On one occasion, a clairvoyant joined in the circle and told Crawford that she could see "a whitish vapory substance, somewhat like smoke," forming under the surface of the table and increasing in density as it was levitated. She could see it flowing from the medium in sort of a rotary motion. From other sitters, she could see thin bands joining into the much larger amount coming from the medium. She also saw various spirit forms and spirit hands manipulating the "psychic stuff."
Crawford brought in a scale large enough to hold the medium while she was sitting in her chair. He discovered that when a table was being levitated, the weight of the table, usually around 16 pounds, was transferred to the medium through the "psychic rods." Most of the time, the transfer of weight would be a few ounces short of the weight of the table.
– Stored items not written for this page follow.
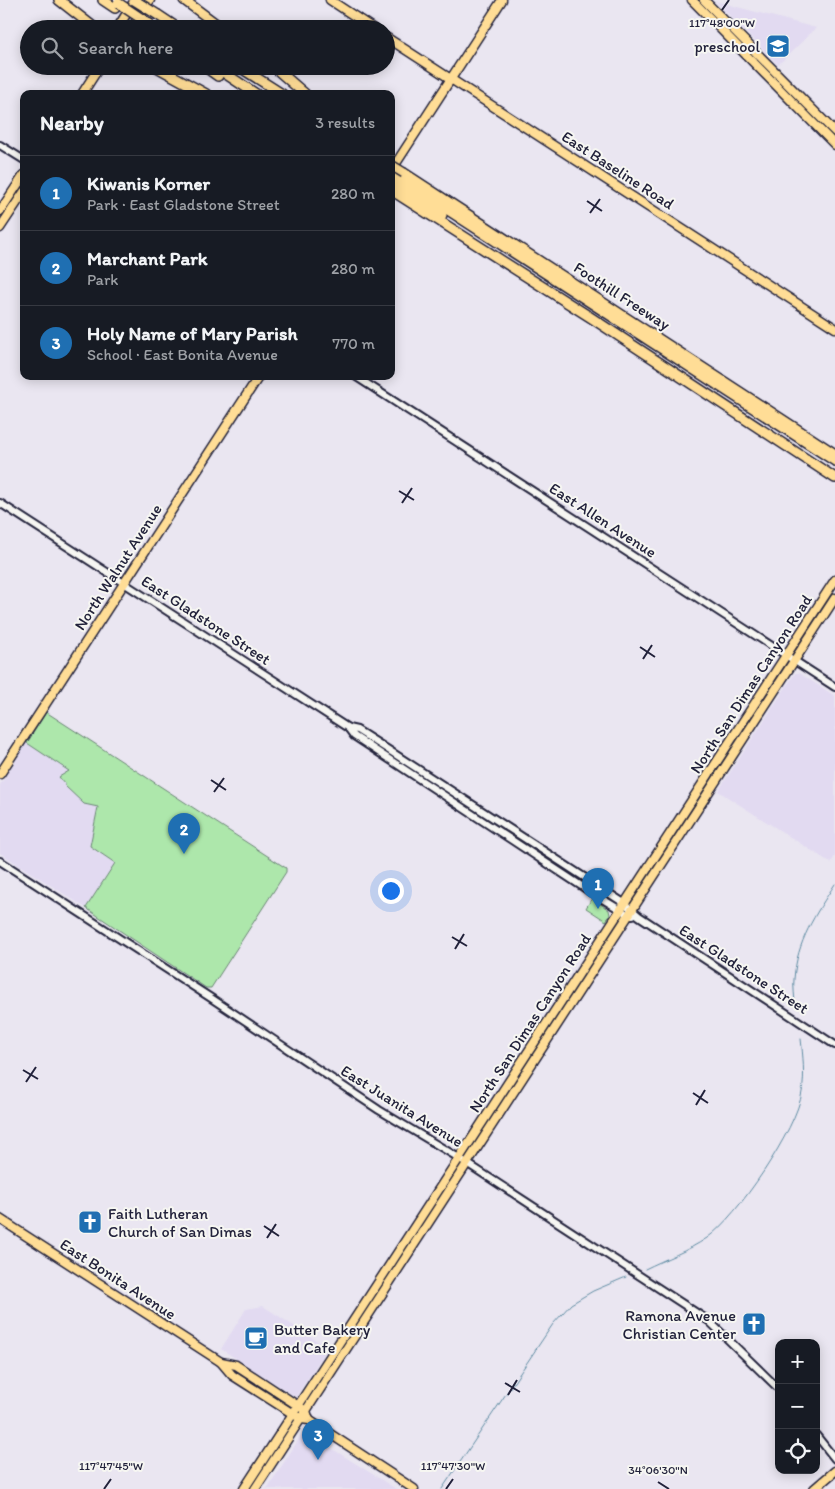 <!DOCTYPE html>
<html lang="en">
<head>
<meta charset="utf-8">
<style>
	body { margin:0; font-family:Itim,sans-serif; background:#20242c; color:#f1f3f6 }
	.controls { position:absolute; right:15px; bottom:15px; display:grid; overflow:hidden; border-radius:10px; box-shadow:0 2px 12px #0003 }
	.controls button { width:45px; height:45px; display:grid; place-items:center; padding:0; border:0; border-bottom:1px solid #363941; background:#171b24; color:#f1f3f6; font:25px sans-serif }
	.you { position:absolute; left:390px; top:890px; width:18px; height:18px; margin:-12px; border:4px solid #fff; border-radius:50%; background:#1a73e8; box-shadow:0 0 0 8px #1a73e833 }
	.badge { display:grid; place-items:center; width:32px; height:32px; border-radius:50%; background:#1f6fb2; color:#fff; font-size:16px; font-weight:700 }
	.pin { position:absolute; translate:-50% -41px; filter:drop-shadow(0 1px 2px #0008) }
	.pin::after { content:''; position:absolute; top:26px; width:18px; height:15px; background:inherit; clip-path:polygon(0 0,100% 0,50% 100%) }
	.list { margin:0; padding:0; list-style:none }
	h2 { display:flex; justify-content:space-between; align-items:center; height:65px; margin:0; padding:0 20px; font-size:21px }
	h2 small { font-size:16px; font-weight:400; color:#9ea1a6 }
	.list li { display:grid; grid-template-columns:32px 1fr auto; gap:15px; align-items:center; box-sizing:border-box; height:75px; padding:0 20px; border-top:1px solid #363941 }
	.list b { display:block; font-size:19px; white-space:nowrap }
	.list p { margin:0; font-size:16px; white-space:nowrap; color:#9ea1a6 }
	.list em { font-size:16px; font-style:normal; color:#9ea1a6 }
	.icon { flex:none; width:28px; height:28px; fill:none; stroke:currentColor; stroke-width:2; stroke-linecap:round; stroke-linejoin:round }
	.map { position:relative; flex:none; width:835px; height:1489px; overflow:hidden }
	.search { position:absolute; background:#171b24; box-shadow:0 2px 12px #0003; left:20px; top:20px; width:375px; height:55px; display:flex; align-items:center; gap:12px; box-sizing:border-box; padding:0 18px; border-radius:28px; color:#9ea1a6; font-size:19px }
	.panel { position:absolute; background:#171b24; box-shadow:0 2px 12px #0003; left:20px; top:90px; width:375px; height:290px; border-radius:10px }
	.map>svg:first-child { display:block }
</style>
</head>
<body>
<div class="map">
<svg width="835" height="1489" viewBox="0 0 835 1489">
	<rect width="100%" height="100%" fill="#eae6f1"/>
	<filter id="ink" filterUnits="userSpaceOnUse"><feTurbulence type="fractalNoise" baseFrequency=".02" numOctaves="2"/><feDisplacementMap in="SourceGraphic" scale="10" xChannelSelector="R" yChannelSelector="G"/><feConvolveMatrix kernelMatrix="1 2 1 2 8 2 1 2 1" color-interpolation-filters="sRGB"/></filter>
	<g filter="url(#ink)">
		<g fill="#e2daf1">
			<polygon points="715,1 816,28 778,65"/>
			<polygon points="795,673 799,673 835,696 835,856 831,863 718,791"/>
			<polygon points="27,743 69,771 84,804 98,807 90,846 115,863 86,908 0,853 0,785"/>
			<polygon points="263,1306 328,1348 296,1397 221,1349 246,1309"/>
			<polygon points="304,1431 396,1489 267,1489"/>
		</g>
		<g fill="#ade7ab" stroke="#688473">
			<polygon points="46,712 286,868 286,872 211,988 206,988 86,908 115,863 90,846 98,807 84,804 65,786 65,784 59,777 69,771 27,743"/>
			<polygon points="592,898 609,910 610,915 606,921 586,908"/>
		</g>
		<g fill="none" stroke-linecap="round" stroke-linejoin="round">
			<g stroke="#5f8ca3" stroke-width="1">
				<path d="M795 1006C795 997 793 987 794 979 797 941 815 915 835 884"/>
				<path d="M645 1269C665 1259 688 1251 707 1238 737 1217 797 1129 802 1092 805 1075 803 1056 801 1039"/>
				<polyline points="442,1489 553,1324 571,1304 593,1291 626,1277"/>
			</g>
			<g stroke="#22223b" stroke-width="10">
				<g id="minor">
					<polyline points="0,145 24,160"/>
					<polyline points="355,376 835,687"/>
					<polyline points="0,503 348,728 357,730 387,749 624,903 639,916 835,1045"/>
					<polyline points="348,728 354,736 589,891 629,915 633,915"/>
					<polyline points="0,861 211,998 379,1110 459,1158 709,1321 779,1389"/>
					<polyline points="816,1435 835,1459"/>
				</g>
			</g>
			<g stroke="#22223b" stroke-width="11">
				<g id="major">
					<polyline points="330,0 374,29"/>
					<polyline points="692,0 835,145"/>
					<polyline points="704,0 835,132"/>
					<polyline points="117,29 135,0"/>
					<polyline points="131,29 150,0"/>
					<polyline points="386,37 835,328"/>
					<polyline points="82,94 98,69 107,66"/>
					<polyline points="391,171 502,0"/>
					<polyline points="0,211 24,175"/>
					<polyline points="0,228 24,192"/>
					<polyline points="0,774 259,376"/>
					<polyline points="0,1219 221,1362 236,1365 306,1411 309,1420"/>
					<polyline points="221,1362 232,1375 301,1419 309,1420 414,1489"/>
					<polyline points="244,1489 835,580"/>
					<polyline points="255,1489 835,598"/>
					<polyline points="814,1489 835,1471"/>
				</g>
			</g>
			<g stroke="#22223b" stroke-width="12">
				<g id="highway">
					<polyline points="59,0 96,29"/>
					<polyline points="103,0 115,8"/>
					<polyline points="184,0 223,29"/>
					<polyline points="158,15 179,29"/>
					<polyline points="155,66 206,94"/>
					<polyline points="204,66 218,76"/>
					<polyline points="214,66 256,94"/>
					<polyline points="238,66 282,94"/>
					<polyline points="273,66 305,94"/>
					<polyline points="391,173 835,461"/>
					<polyline points="404,173 835,454"/>
					<polyline points="391,182 442,215"/>
					<polyline points="391,190 590,317 835,478"/>
				</g>
			</g>
			<use href="#minor" stroke="#f6f6f2" stroke-width="6"/>
			<use href="#major" stroke="#ffdd96" stroke-width="8"/>
			<use href="#highway" stroke="#ffdd96" stroke-width="9"/>
			<g stroke="#22223b" stroke-width="12" stroke-linecap="butt">
				<g id="highway-bridge">
					<polyline points="134,0 158,15"/>
					<polyline points="118,3 151,25"/>
					<polyline points="391,165 404,173"/>
				</g>
			</g>
			<use href="#highway-bridge" stroke="#ffdd96" stroke-width="9"/>
		</g>
	</g>
	<path fill="none" stroke="#22223b" stroke-width="2" d="M722 10 729 0M587 201 602 211M590 213 600 199M399 491 414 500M402 503 412 488M640 647 655 657M643 659 652 645M211 780 226 790M214 792 224 778M452 937 467 946M455 949 464 934M23 1070 38 1079M26 1082 36 1067M693 1093 708 1103M696 1105 705 1090M264 1226 279 1236M267 1238 276 1224M505 1383 520 1392M508 1395 517 1380M658 1482 669 1489M104 1489 111 1479M446 1489 453 1479"/>
	<defs>
		<g id="school-square" transform="scale(1.25)"><rect x="-9" y="-9" width="18" height="18" rx="4" fill="#1f6fb2" stroke="#f6f6f2"/><path d="M0-5L7-2L0 1L-7-2ZM-4 1L0 2.5L4 1V4Q0 6-4 4Z" fill="#fff"/></g>
		<g id="church-square" transform="scale(1.25)"><rect x="-9" y="-9" width="18" height="18" rx="4" fill="#1f6fb2" stroke="#f6f6f2"/><path d="M-1.2-6h2.4v3.5h3.3v2.4h-3.3V6h-2.4V-.1h-3.3v-2.4h3.3Z" fill="#fff"/></g>
		<g id="cafe-square" transform="scale(1.25)"><rect x="-9" y="-9" width="18" height="18" rx="4" fill="#1f6fb2" stroke="#f6f6f2"/><path d="M-5.5-4.5H6V0H3Q3 3.5 0 3.5H-2.5Q-5.5 3.5-5.5 0ZM3-3.2v2h1.7v-2ZM-6 4.5H4V6H-6Z" fill="#fff"/></g>
	</defs>
	<g fill-rule="evenodd">
		<use href="#school-square" x="778" y="46"/>
		<use href="#church-square" x="90" y="1222"/>
		<use href="#church-square" x="754" y="1324"/>
		<use href="#cafe-square" x="256" y="1338"/>
	</g>
	<g text-anchor="middle" dominant-baseline="central" stroke-width="4" stroke-linejoin="round" paint-order="stroke">
		<g font-size="16" fill="#22223b" stroke="#f6f6f2" text-anchor="end">
			<text x="760" y="46">preschool</text>
			<text x="108" y="1213" text-anchor="start">Faith Lutheran<tspan x="108" dy="18">Church of San Dimas</tspan></text>
			<text x="736" y="1315">Ramona Avenue<tspan x="736" dy="18">Christian Center</tspan></text>
			<text x="274" y="1329" text-anchor="start">Butter Bakery<tspan x="274" dy="18">and Cafe</tspan></text>
		</g>
		<g font-size="16" fill="#22223b" stroke="#f6f6f2">
			<text transform="translate(618 170) rotate(33)">East Baseline Road</text>
			<text transform="translate(622 296) rotate(33)">Foothill Freeway</text>
			<text transform="translate(603 520) rotate(33)">East Allen Avenue</text>
			<text transform="translate(118 567) rotate(-57)">North Walnut Avenue</text>
			<text transform="translate(206 620) rotate(33)">East Gladstone Street</text>
			<text transform="translate(751 684) rotate(-57)">North San Dimas Canyon Road</text>
			<text transform="translate(744 969) rotate(33)">East Gladstone Street</text>
			<text transform="translate(530 1023) rotate(-57)">North San Dimas Canyon Road</text>
			<text transform="translate(402 1106) rotate(32)">East Juanita Avenue</text>
			<text transform="translate(118 1279) rotate(33)">East Bonita Avenue</text>
		</g>
	</g>
	<g font-size="12" text-anchor="middle" fill="#22223b" stroke="#f6f6f2" stroke-width="4" stroke-linejoin="round" paint-order="stroke">
		<text x="722" y="27">117°48'00"W</text>
		<text x="111" y="1470">117°47'45"W</text>
		<text x="453" y="1470">117°47'30"W</text>
		<text x="658" y="1474">34°06'30"N</text>
	</g>
</svg>
<div class="controls">
<button>+</button>
<button>−</button>
<button><svg class="icon" aria-label="locate" viewBox="0 0 24 24"><circle cx="12" cy="12" r="6"/><path d="M12 2v4M12 18v4M2 12h4M18 12h4"/></svg></button>
</div>
<div class="you"></div>
<div class="pin badge" style="left:598px;top:909px">1</div>
<div class="pin badge" style="left:184px;top:854px">2</div>
<div class="pin badge" style="left:318px;top:1460px">3</div>
<div class="search"><svg class="icon" aria-label="search" viewBox="0 0 24 24"><circle cx="10" cy="10" r="6"/><path d="M15 15l6 6"/></svg>Search here</div>
<section class="panel">
<h2>Nearby<small>3 results</small></h2>
<ul class="list">
<li><span class="badge">1</span><div><b>Kiwanis Korner</b><p>Park · East Gladstone Street</p></div><em>280 m</em></li>
<li><span class="badge">2</span><div><b>Marchant Park</b><p>Park</p></div><em>280 m</em></li>
<li><span class="badge">3</span><div><b>Holy Name of Mary Parish</b><p>School · East Bonita Avenue</p></div><em>770 m</em></li>
</ul>
</section>
</div>
</body>
</html>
Further experimentation revealed that the extra weight was being transferred to the sitters in the room, who might have had furnished small amounts of the "psychic force."
Crawford pointed out that he continually worked under the levitated table and between the levitated table and the medium and conducted many of his experiments in adequate light, although it became obvious to him that light affected the rigidity of the rapping rods, i.e., the rods could not be made stiff if strong light was playing upon them.
During his 87 sittings with Kathleen Goligher and the Goligher circle, Crawford made a number of other observations, including that the psychic rods could extend only about five feet from the medium's body and that it often took a half hour for the psychic energy to build up. He further observed that the psychic energy often caused the medium to make slight involuntary motions with her feet - motions which might suggest fraud to a careless observer.
When Crawford reported his findings to his fellow scientists, they laughed. When, nearly 50 years earlier, Crookes reported his observations in scientific journals, he was met with similar scoffs and snickers. To which Crookes responded, "I never said it was possible. I only said it was true."